TASK OBJECTIVE: From the entries below, gather every line containing the string "position".

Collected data
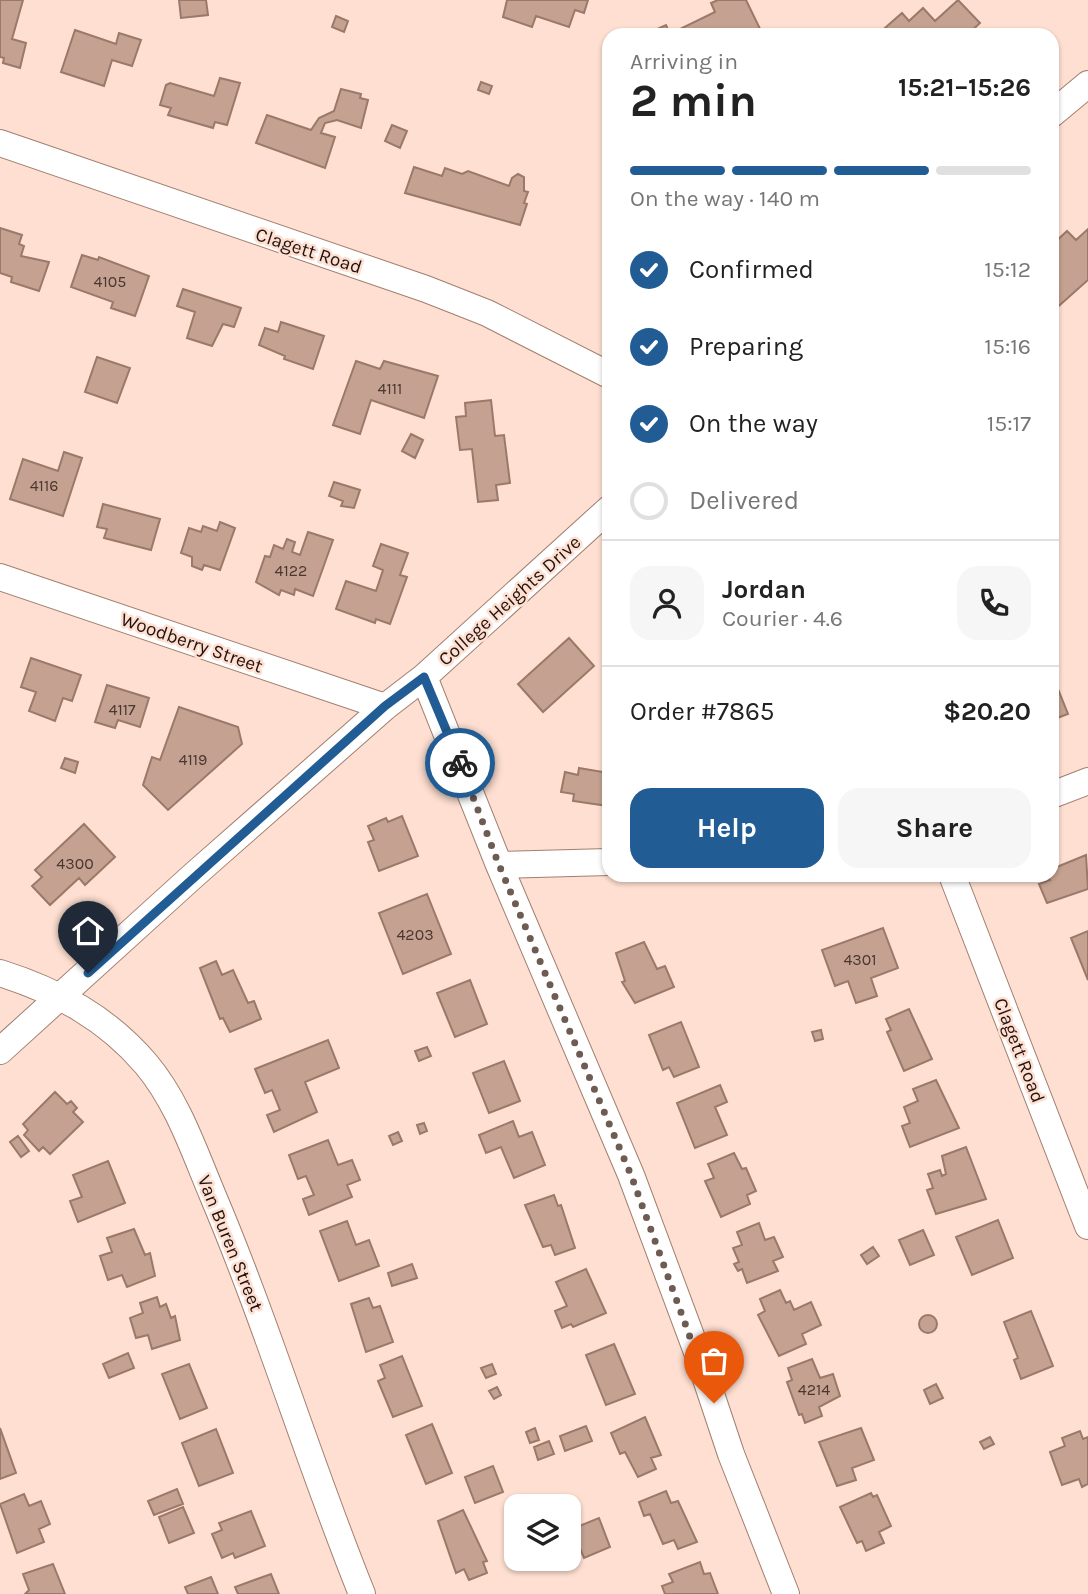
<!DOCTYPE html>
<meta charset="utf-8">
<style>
:root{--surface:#fff;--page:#f6f6f6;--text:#222;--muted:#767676;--line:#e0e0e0;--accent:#215d94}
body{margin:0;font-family:Karla,sans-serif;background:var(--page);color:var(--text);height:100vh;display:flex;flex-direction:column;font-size:26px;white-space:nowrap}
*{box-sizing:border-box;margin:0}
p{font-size:23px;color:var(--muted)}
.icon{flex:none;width:38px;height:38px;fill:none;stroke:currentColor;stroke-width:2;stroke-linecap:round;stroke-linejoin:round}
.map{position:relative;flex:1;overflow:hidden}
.panel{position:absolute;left:602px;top:28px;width:457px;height:854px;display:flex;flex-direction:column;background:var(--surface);border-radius:21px;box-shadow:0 2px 5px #0004}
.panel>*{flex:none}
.buttons{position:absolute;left:504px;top:1494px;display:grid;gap:14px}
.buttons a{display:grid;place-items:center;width:77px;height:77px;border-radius:14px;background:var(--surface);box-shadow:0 2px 5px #0004;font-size:35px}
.pin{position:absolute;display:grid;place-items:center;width:60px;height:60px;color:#fff;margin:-72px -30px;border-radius:50% 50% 50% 0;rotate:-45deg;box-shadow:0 0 7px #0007}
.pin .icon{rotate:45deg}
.courier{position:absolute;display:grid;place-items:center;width:70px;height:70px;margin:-35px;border:5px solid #215d94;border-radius:50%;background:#fff;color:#222;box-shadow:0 2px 9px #0007}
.summary em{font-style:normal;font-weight:700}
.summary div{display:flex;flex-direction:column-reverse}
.summary{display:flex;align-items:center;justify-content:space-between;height:119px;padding:0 28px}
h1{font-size:46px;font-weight:700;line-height:52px}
.bar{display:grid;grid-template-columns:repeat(4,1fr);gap:10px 7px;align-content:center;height:84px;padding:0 28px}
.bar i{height:9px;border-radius:5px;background:var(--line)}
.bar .current{background:var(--accent)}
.bar p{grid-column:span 4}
.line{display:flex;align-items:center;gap:18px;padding:0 28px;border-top:2px solid var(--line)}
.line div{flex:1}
.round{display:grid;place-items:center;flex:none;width:74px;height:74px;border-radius:21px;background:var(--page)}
ol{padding:0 28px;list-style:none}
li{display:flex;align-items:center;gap:21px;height:77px}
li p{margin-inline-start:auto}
li .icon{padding:7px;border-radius:50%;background:var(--accent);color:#fff;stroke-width:4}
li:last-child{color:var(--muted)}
li i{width:38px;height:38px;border:4px solid var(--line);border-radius:50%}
.primary-button{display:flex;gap:14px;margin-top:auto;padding:14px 28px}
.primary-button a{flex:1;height:80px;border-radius:21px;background:var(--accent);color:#fff;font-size:28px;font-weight:700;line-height:80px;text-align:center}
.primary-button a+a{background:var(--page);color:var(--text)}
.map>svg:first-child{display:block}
.building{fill:#c4a190;stroke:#9b7969;stroke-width:2}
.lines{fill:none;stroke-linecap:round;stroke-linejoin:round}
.minor-casing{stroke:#a17f6f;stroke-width:28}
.minor{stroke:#fff;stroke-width:26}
.done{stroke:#6e5b52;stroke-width:7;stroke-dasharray:0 12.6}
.route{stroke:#215d94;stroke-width:9}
.labels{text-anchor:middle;stroke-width:5;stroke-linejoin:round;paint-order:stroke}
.number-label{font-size:16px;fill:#4a372e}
.street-label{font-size:19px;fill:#21140e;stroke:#fedfd1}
</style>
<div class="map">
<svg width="1088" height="1594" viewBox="0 0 1088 1594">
<rect width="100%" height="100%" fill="#fedfd1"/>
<!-- building -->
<path class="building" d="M0 0H23L12 39 26 43 20 68 3 63 4 58 0 57Z
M179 0H206L208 15 181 18Z
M507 0H588L584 13 575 10 569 27 536 16 532 27 503 17Z
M718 0H746L763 35H644L666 25 670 34 715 12 711 3Z
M958 0 980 23 967 35H877L902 13 909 21 923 8 935 21Z
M336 16 348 21 344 32 332 27Z
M75 30 116 44 119 33 141 40 132 66 112 60 104 86 61 72Z
M220 78 240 83 227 125 215 122 213 128 168 115 171 108 160 105 166 85 170 83 214 96Z
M481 82 492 86 489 94 478 90Z
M341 89 361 94 360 98 368 100 361 128 337 120 325 123 321 133 335 137 325 168 256 143 267 115 311 130 319 118 334 111Z
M392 125 407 131 400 148 385 141Z
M414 167 442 176 445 168 462 174 468 171 509 186 512 178 518 174 524 177V191L528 192 524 203 527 204 520 225 405 193Z
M0 228 22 235 19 244 24 246 21 256 49 262 39 291 11 282 12 277 0 273Z
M1088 229V280L1052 312V245L1067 231 1076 240Z
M82 255 98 260 99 257 149 276 135 316 111 308 113 302 71 287Z
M183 289 241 308 234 327 223 324 212 346 187 338 195 312 177 306Z
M281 322 324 336 313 369 284 359 285 356 259 345 265 328 278 332Z
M97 357 130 368 117 403 85 392Z
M356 361 380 369 384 361 438 376 424 418 371 400 360 434 333 425Z
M491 400 495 436 504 435 510 483 496 485 498 500 478 502 472 449 460 450 456 417 466 416 465 403Z
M411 434 423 440 415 458 402 451Z
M64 452 82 458 63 516 10 499 23 459 58 471Z
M334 482 360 490 354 508 341 506 343 501 329 496Z
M103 504 160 519 151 550 104 538 107 529 97 527Z
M220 522 235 528 220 570 204 565 202 570 192 566V557L181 553 189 528 201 532 203 526 217 531Z
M308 532 333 540 313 596 295 589 294 595 281 590 279 595 256 582 265 556 270 557 274 545 283 549 287 539 295 542 292 552 300 555Z
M381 544 408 553 400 575 407 577 390 624 376 619 375 623 336 609 346 581 376 591 383 570 373 566Z
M569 638 594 666 543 712 518 684Z
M31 658 81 675 72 701 63 698 55 721 29 711 36 692 21 687Z
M107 685 149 698 140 727 118 720 115 728 95 722Z
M1058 689 1068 714 1052 720V692Z
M179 707 238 727 242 744 168 810 143 785 152 757 160 760Z
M65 758 78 762 75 773 61 768Z
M579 768 609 773 608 806 573 801 574 794 561 792 565 772 578 775Z
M402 816 418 856 379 871 368 842 374 840 368 826 386 818 388 822Z
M84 824 115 857 85 885 79 878 50 905 32 886 42 877 35 870Z
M1086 855 1088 889 1047 903 1039 884 1050 880 1047 875H1052V869Z
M427 894 451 954 403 974 379 913Z
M883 928 898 968 871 978 877 996 856 1003 848 981 835 986 822 950Z
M1088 931V980L1071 938Z
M644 942 657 969 665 966 674 987 635 1003 622 982 625 981 616 953Z
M216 961 222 975 233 970 248 1003 254 1001 261 1019 230 1032 223 1018 220 1019 200 968Z
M470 980 487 1024 455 1037 437 993Z
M909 1009 932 1059 904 1071 887 1032 891 1030 886 1019Z
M681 1022 699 1067 674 1077 669 1067 663 1070 649 1035Z
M821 1030 823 1039 815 1041 812 1032Z
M328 1040 339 1068 305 1082 317 1112 274 1132 267 1115 280 1110 272 1090 265 1093 255 1069Z
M427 1047 431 1056 419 1061 415 1051Z
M504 1061 520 1101 489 1113 473 1073Z
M936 1080 959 1128 910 1147 902 1126 910 1123 904 1107 918 1101 913 1089Z
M720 1085 727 1102 715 1107 727 1135 695 1148 677 1103Z
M55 1092 67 1104 71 1101 77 1108 73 1112 83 1122 50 1154 43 1147 39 1151 24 1135 28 1130 23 1124Z
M513 1121 519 1137 532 1132 545 1165 514 1178 501 1147 486 1153 479 1135Z
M424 1123 427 1131 420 1134 417 1125Z
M398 1132 402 1141 393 1145 389 1136Z
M18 1136 29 1151 21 1157 10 1142Z
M328 1140 338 1165 352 1160 360 1180 347 1185 352 1197 309 1215 303 1199 314 1195 306 1176 298 1179 289 1155Z
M966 1147 986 1199 936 1214 927 1190 933 1188 928 1174 940 1170 942 1176 946 1174 942 1156Z
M734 1153 742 1169 746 1168 756 1191 747 1195 750 1204 721 1217 705 1181 714 1178 708 1164Z
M108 1161 125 1203 78 1222 70 1201 82 1197 73 1175Z
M554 1195 558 1206 561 1205 575 1248 555 1255 551 1245 543 1247 525 1205Z
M998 1220 1013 1258 972 1275 956 1237Z
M347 1221 356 1245 369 1240 379 1266 339 1281 320 1231Z
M759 1223 765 1240 774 1237 783 1257 773 1261 778 1271 747 1283 742 1269 738 1271 734 1264 739 1262 733 1248 742 1245 737 1232Z
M134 1229 145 1255 150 1253 155 1276 127 1287 122 1275 108 1280 100 1256 112 1252 107 1238Z
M923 1230 934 1255 910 1265 899 1240Z
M873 1247 879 1256 867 1264 861 1255Z
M412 1264 417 1278 392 1286 388 1273Z
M586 1269 606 1313 573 1327 571 1324 562 1328 555 1311 567 1306 556 1282Z
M780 1290 786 1303 790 1301 794 1310 811 1302 821 1325 802 1334 806 1344 779 1356 758 1315 765 1311 760 1299Z
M157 1297 160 1307 166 1304 171 1318 175 1316 180 1340 152 1349 148 1335 136 1338 130 1318 143 1313 140 1303Z
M369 1298 373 1308 380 1306 393 1342 366 1352 351 1304Z
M1031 1311 1053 1366 1021 1379 1014 1360 1018 1358 1004 1322Z
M919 1324a9 9 0 1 1 18 0a9 9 0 1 1-18 0Z
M614 1344 635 1394 606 1405 586 1355Z
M128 1353 134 1368 109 1378 103 1364Z
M402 1356 422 1406 393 1417 378 1381 385 1378 380 1365Z
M812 1359 820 1378 833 1374 840 1396 819 1407 822 1416 805 1423 802 1414 799 1415 787 1382 792 1380 788 1368Z
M189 1364 207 1408 180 1419 162 1374Z
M492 1364 496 1374 486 1378 481 1368Z
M936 1384 943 1398 930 1404 924 1390Z
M497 1387 501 1395 494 1399 489 1391Z
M645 1417 661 1455 651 1458 656 1469 638 1477 625 1452 620 1454 611 1433Z
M432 1424 452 1473 426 1484 406 1435Z
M586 1426 592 1441 565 1451 560 1436Z
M0 1428 16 1473 0 1479Z
M535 1428 539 1440 530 1443 526 1432Z
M861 1428 874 1460 852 1468 856 1480 837 1486 819 1442Z
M216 1429 233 1473 199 1486 182 1443Z
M1080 1431 1083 1439 1088 1437V1484L1082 1487 1079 1479 1062 1485 1050 1452 1065 1446 1062 1438Z
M990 1437 994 1444 984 1449 980 1442Z
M549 1441 554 1454 538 1460 534 1447Z
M493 1466 503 1492 475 1503 465 1477Z
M177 1489 183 1504 154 1515 148 1501Z
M666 1491 671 1503 678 1501 697 1542 678 1549 674 1540 663 1544 650 1514 644 1516 639 1502Z
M871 1493 873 1497 877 1495 891 1526 879 1532 884 1543 866 1551 862 1541 857 1543 840 1507Z
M24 1494 29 1506 41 1501 50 1524 39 1529 44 1542 17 1553 0 1504Z
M183 1507 194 1533 169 1543 159 1517Z
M463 1510 487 1561 483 1562 487 1573 469 1580 464 1569 456 1573 438 1521Z
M251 1511 265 1546 235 1558 233 1553 222 1558 212 1534 222 1530 219 1523Z
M599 1518 610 1547 584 1558 572 1529Z
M700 1562 704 1574 710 1573 718 1594H665L662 1586 673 1582 669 1574Z
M53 1564 65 1594H25L29 1590 23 1574Z
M271 1574 279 1594H238L235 1587Z
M211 1577 218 1594H188L185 1587Z"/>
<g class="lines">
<defs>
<path id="minor" d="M1052 114 1088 84
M0 143 426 289 487 313 609 375
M0 577 385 707
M424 677 499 865 631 1175 697 1352 731 1454 786 1594
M1052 795 1088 781
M499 865 609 862
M952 875 1088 1226
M0 973C57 991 107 1018 146 1064 178 1102 194 1151 213 1196 268 1326 309 1463 362 1594
M0 1051 194 875 385 707 424 677 609 509"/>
</defs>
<!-- minor casing -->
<use href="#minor" class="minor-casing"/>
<!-- minor -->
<use href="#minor" class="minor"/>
</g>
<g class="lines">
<!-- done -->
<path class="done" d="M460 763 499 865 631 1175 714 1403"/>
<!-- route -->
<path class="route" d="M88 973 385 706 424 677 460 763"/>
</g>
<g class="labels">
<!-- number labels -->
<g class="number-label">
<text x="110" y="287">4105</text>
<text x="390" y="394">4111</text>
<text x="44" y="491">4116</text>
<text x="291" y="576">4122</text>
<text x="122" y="715">4117</text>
<text x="193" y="765">4119</text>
<text x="75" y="869">4300</text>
<text x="415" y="940">4203</text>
<text x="860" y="965">4301</text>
<text x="814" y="1395">4214</text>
</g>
<!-- street labels -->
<g class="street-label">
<text transform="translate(309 250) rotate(18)" y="7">Clagett Road</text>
<text transform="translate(509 600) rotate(-42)" y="7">College Heights Drive</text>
<text transform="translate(192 642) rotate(19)" y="7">Woodberry Street</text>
<text transform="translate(1020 1050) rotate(69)" y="7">Clagett Road</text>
<text transform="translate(231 1243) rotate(68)" y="7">Van Buren Street</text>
</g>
</g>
</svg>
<div class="buttons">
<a><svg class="icon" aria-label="layers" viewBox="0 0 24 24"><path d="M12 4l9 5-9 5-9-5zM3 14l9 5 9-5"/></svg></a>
</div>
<div class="pin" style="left:714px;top:1403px;background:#ea580c"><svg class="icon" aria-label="bag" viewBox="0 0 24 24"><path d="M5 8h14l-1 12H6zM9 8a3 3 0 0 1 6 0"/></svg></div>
<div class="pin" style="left:88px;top:973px;background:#1f2937"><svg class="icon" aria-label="home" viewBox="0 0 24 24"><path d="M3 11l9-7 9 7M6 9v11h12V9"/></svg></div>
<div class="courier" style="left:460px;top:763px"><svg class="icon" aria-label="bike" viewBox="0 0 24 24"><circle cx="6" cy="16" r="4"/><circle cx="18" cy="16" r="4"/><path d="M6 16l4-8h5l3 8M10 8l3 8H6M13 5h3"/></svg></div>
<section class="panel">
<div class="summary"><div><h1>2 min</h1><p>Arriving in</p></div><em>15:21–15:26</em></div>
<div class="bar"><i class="current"></i><i class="current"></i><i class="current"></i><i></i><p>On the way · 140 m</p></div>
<ol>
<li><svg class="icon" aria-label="check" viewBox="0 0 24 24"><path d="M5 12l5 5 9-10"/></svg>Confirmed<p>15:12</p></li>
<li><svg class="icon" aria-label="check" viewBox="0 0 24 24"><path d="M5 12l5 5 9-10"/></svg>Preparing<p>15:16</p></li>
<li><svg class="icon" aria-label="check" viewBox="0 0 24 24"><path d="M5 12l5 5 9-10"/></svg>On the way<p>15:17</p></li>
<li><i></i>Delivered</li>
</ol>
<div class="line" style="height:126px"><a class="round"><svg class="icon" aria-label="person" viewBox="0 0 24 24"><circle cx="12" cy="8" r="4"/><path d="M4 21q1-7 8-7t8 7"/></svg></a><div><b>Jordan</b><p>Courier · 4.6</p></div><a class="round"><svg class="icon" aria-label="phone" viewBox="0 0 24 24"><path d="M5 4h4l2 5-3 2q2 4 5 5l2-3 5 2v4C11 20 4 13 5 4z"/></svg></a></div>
<div class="line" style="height:91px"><div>Order #7865</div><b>$20.20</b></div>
<div class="primary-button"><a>Help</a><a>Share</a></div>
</section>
</div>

SOLUTION TO THIS TASK:
.map{position:relative;flex:1;overflow:hidden}
.panel{position:absolute;left:602px;top:28px;width:457px;height:854px;display:flex;flex-direction:column;background:var(--surface);border-radius:21px;box-shadow:0 2px 5px #0004}
.buttons{position:absolute;left:504px;top:1494px;display:grid;gap:14px}
.pin{position:absolute;display:grid;place-items:center;width:60px;height:60px;color:#fff;margin:-72px -30px;border-radius:50% 50% 50% 0;rotate:-45deg;box-shadow:0 0 7px #0007}
.courier{position:absolute;display:grid;place-items:center;width:70px;height:70px;margin:-35px;border:5px solid #215d94;border-radius:50%;background:#fff;color:#222;box-shadow:0 2px 9px #0007}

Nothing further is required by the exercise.